The bill, AB 3248, is identical to last year’s AB 1398 and would require two-thirds of San Diego County voters to approve any changes to spending in TransNet, SANDAG’s 2004 voter-approved sales tax for regional transportation projects.
TransNet is in the grips of a financial crisis, with revenues coming in far below expectations and project costs far exceeding them.
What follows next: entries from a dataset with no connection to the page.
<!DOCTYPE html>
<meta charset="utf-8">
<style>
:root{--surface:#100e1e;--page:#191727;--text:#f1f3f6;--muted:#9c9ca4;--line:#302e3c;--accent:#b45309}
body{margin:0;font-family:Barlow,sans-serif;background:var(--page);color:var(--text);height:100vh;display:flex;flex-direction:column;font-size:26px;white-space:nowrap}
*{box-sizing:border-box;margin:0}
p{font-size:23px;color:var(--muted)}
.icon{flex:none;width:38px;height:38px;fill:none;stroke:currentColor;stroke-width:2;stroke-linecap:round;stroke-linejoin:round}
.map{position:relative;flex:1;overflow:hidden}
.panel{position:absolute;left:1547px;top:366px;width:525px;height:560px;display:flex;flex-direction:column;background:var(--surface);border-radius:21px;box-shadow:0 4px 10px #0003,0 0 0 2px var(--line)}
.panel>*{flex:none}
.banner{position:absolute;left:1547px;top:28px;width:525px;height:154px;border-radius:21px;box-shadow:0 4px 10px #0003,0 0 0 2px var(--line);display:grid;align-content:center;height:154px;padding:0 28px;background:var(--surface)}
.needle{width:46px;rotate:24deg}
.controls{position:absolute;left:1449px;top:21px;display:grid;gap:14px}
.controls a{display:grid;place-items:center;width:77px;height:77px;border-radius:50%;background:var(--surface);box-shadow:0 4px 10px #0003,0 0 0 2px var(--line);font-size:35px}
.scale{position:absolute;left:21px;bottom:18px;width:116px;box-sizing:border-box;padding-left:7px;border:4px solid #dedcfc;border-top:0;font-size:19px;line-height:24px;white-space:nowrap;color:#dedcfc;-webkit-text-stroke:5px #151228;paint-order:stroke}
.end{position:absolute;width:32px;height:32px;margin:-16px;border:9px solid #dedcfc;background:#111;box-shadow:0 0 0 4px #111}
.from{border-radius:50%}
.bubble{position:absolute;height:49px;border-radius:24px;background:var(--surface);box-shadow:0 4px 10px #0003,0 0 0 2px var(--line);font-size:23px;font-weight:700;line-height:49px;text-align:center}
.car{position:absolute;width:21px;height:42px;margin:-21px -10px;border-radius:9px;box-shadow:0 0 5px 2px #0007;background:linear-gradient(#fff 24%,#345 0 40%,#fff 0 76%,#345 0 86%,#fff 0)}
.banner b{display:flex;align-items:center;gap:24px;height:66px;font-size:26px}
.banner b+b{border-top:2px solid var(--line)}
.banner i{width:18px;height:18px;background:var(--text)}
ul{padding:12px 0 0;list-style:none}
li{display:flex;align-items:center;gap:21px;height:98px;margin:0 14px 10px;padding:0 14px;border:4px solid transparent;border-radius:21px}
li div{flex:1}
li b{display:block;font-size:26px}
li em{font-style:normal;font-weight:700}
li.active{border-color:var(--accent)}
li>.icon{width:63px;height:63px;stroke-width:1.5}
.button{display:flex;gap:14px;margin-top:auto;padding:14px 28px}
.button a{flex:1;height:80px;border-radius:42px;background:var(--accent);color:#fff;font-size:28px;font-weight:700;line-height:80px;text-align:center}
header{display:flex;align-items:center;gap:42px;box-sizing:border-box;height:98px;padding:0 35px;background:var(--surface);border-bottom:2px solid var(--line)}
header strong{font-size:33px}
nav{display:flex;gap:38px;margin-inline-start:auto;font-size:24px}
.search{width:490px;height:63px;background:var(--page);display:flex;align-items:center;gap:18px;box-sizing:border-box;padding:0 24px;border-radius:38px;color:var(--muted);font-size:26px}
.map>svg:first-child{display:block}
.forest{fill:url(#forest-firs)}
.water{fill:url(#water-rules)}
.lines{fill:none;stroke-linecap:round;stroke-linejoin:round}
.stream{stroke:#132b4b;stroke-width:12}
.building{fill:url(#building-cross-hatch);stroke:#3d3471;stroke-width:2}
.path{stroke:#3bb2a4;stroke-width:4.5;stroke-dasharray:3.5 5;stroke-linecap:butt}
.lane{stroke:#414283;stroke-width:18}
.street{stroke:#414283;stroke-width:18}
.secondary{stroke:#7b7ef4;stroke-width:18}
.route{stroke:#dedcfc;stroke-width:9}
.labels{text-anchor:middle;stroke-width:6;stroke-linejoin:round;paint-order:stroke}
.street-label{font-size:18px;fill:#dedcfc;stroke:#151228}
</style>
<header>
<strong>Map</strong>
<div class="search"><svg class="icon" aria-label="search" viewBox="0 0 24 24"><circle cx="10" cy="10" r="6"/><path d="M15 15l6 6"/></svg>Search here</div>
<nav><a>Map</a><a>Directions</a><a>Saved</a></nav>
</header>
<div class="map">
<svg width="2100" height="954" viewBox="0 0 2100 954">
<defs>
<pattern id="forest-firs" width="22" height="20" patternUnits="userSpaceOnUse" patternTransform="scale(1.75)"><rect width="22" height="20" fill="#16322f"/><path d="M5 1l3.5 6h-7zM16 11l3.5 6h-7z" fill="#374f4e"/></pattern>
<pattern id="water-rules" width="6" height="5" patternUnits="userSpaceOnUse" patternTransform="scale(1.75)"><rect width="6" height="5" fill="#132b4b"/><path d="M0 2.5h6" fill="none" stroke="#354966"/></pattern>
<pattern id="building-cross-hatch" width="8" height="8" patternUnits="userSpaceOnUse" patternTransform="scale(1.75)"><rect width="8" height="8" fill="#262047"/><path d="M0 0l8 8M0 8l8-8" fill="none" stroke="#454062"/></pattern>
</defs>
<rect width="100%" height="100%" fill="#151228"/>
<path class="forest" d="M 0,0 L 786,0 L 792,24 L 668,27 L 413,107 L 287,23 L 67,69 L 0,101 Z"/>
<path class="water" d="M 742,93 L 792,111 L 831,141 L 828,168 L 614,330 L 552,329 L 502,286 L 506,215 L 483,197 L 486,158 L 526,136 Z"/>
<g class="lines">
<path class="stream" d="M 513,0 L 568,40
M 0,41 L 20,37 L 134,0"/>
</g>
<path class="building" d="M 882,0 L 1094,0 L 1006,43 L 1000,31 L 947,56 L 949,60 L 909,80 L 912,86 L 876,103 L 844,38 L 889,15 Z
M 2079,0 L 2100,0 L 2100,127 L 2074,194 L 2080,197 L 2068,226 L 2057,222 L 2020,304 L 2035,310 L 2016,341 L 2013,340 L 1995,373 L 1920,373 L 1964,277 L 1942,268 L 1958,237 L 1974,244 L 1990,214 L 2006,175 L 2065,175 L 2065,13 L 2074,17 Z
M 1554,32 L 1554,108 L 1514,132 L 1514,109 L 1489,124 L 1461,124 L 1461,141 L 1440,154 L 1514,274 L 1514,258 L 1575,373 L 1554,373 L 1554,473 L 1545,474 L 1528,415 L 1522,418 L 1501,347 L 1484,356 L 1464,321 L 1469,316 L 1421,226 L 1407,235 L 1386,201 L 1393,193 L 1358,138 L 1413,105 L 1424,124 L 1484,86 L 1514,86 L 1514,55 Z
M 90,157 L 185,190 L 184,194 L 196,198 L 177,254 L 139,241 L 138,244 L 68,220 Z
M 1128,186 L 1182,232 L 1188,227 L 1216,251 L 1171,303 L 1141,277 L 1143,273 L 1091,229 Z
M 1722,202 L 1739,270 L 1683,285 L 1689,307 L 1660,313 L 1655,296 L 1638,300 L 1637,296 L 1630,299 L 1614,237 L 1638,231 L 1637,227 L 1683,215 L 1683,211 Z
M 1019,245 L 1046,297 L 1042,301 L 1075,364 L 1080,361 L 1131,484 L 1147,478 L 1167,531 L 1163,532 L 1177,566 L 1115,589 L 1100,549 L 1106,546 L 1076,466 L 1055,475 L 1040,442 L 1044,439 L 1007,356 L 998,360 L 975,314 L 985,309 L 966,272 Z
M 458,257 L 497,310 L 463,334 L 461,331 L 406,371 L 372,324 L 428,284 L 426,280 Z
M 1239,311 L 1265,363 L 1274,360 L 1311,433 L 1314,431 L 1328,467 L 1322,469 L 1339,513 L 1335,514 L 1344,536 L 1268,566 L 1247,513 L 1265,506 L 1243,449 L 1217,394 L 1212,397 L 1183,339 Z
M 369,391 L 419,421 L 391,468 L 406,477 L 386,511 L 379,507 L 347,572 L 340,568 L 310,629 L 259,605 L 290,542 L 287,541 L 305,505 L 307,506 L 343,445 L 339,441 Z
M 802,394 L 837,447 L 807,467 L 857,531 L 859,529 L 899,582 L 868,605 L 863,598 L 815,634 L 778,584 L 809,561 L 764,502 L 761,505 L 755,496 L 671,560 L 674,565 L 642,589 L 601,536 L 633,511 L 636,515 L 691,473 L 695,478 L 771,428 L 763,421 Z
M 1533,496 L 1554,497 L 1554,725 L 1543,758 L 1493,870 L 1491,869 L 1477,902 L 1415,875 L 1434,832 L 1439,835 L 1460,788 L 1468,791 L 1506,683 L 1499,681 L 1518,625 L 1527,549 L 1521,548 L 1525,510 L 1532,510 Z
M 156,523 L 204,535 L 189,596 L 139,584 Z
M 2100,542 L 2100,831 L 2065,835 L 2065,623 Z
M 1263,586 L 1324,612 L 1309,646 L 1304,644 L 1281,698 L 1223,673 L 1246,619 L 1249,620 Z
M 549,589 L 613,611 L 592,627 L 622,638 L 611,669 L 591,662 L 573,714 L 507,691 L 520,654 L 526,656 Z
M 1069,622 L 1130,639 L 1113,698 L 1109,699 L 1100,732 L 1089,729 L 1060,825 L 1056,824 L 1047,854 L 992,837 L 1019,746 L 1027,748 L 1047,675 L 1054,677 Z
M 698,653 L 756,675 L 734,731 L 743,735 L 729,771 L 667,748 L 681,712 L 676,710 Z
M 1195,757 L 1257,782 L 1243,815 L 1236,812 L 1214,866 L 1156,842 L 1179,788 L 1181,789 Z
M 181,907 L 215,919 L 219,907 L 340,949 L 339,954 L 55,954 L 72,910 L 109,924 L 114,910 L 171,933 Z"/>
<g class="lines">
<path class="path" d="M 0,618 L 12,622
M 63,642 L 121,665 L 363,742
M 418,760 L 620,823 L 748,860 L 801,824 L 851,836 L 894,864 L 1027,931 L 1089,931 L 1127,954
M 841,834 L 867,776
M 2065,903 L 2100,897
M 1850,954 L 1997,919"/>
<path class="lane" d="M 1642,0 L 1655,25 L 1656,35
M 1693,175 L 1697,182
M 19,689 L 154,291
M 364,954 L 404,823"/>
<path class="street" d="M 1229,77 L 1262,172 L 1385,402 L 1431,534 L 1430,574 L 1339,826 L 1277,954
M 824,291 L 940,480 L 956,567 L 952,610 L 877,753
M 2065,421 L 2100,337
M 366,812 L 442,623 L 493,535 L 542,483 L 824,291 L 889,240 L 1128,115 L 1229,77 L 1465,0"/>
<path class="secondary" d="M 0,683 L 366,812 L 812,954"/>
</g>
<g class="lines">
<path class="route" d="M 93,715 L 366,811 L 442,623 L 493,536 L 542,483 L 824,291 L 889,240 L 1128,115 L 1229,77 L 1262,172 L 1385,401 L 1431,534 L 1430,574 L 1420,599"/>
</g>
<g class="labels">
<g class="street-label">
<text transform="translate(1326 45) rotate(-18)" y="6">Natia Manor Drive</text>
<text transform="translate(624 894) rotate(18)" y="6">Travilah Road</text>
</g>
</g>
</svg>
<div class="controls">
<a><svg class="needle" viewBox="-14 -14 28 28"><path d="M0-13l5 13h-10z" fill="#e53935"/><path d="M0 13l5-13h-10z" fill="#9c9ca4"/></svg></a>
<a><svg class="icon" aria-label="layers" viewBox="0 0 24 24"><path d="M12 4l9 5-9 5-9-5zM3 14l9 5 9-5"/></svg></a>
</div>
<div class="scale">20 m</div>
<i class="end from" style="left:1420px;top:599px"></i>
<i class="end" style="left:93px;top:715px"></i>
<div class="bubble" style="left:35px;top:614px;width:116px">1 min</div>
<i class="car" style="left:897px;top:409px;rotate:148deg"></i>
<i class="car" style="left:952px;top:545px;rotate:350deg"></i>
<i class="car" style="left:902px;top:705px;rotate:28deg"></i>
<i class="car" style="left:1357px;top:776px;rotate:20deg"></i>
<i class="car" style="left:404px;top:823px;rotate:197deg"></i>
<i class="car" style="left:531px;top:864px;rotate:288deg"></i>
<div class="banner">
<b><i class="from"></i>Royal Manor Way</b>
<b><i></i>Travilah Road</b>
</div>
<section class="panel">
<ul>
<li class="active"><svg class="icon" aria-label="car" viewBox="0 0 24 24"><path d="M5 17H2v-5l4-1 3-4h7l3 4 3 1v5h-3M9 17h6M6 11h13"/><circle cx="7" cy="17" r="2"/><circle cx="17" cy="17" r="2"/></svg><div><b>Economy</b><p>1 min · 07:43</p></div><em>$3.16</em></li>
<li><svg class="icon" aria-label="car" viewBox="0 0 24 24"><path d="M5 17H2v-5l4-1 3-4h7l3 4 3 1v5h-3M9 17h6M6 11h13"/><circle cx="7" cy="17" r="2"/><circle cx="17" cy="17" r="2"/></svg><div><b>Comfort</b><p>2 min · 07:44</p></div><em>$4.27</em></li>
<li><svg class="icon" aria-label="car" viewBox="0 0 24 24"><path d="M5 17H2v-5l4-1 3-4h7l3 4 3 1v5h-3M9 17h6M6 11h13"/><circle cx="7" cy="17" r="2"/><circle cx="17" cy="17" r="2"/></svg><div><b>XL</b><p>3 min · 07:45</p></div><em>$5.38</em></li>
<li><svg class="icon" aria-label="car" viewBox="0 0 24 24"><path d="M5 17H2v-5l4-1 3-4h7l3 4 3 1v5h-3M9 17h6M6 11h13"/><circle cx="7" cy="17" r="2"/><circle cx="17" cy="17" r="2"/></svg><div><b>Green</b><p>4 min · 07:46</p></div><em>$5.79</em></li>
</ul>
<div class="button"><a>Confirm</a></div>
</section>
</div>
Nearly four years after Voice of San Diego first revealed the crisis, elected officials on SANDAG’s board now acknowledge that it won’t be possible to build everything voters were promised when they approved the initial ballot measure.
But the debate over how to spend the remaining funds has created a schism on the board, with officials who represent rural areas insisting continued commitment to freeway projects and the agency’s leadership and urban elected officials pushing instead for a shift to transit projects that can meet the region’s state-mandated emissions reductions.
“Revenues from the half-cent sales tax are coming in way under expectations and not all projects will be completed by 2048,” said Alex Khan, Waldron’s legislative director. “Priorities may need to be shifted. However, these shortfalls should not come at the disproportionate expense of highway and road projects anticipated and paid for by rural San Diego.”
Waldron’s bill could have a tough road ahead. Urban leaders gained the upper hand at SANDAG thanks to AB 805, passed by Assemblywoman Lorena Gonzalez in 2017 in response to the agency’s funding crisis and public misrepresentations around it. Waldron, a Republican, would not only need to get the bill through the Assembly’s Democratic supermajority, but also through Gonzalez’s powerful Assembly Appropriations Committee.
AB 3248 is eligible for committee votes on March 23.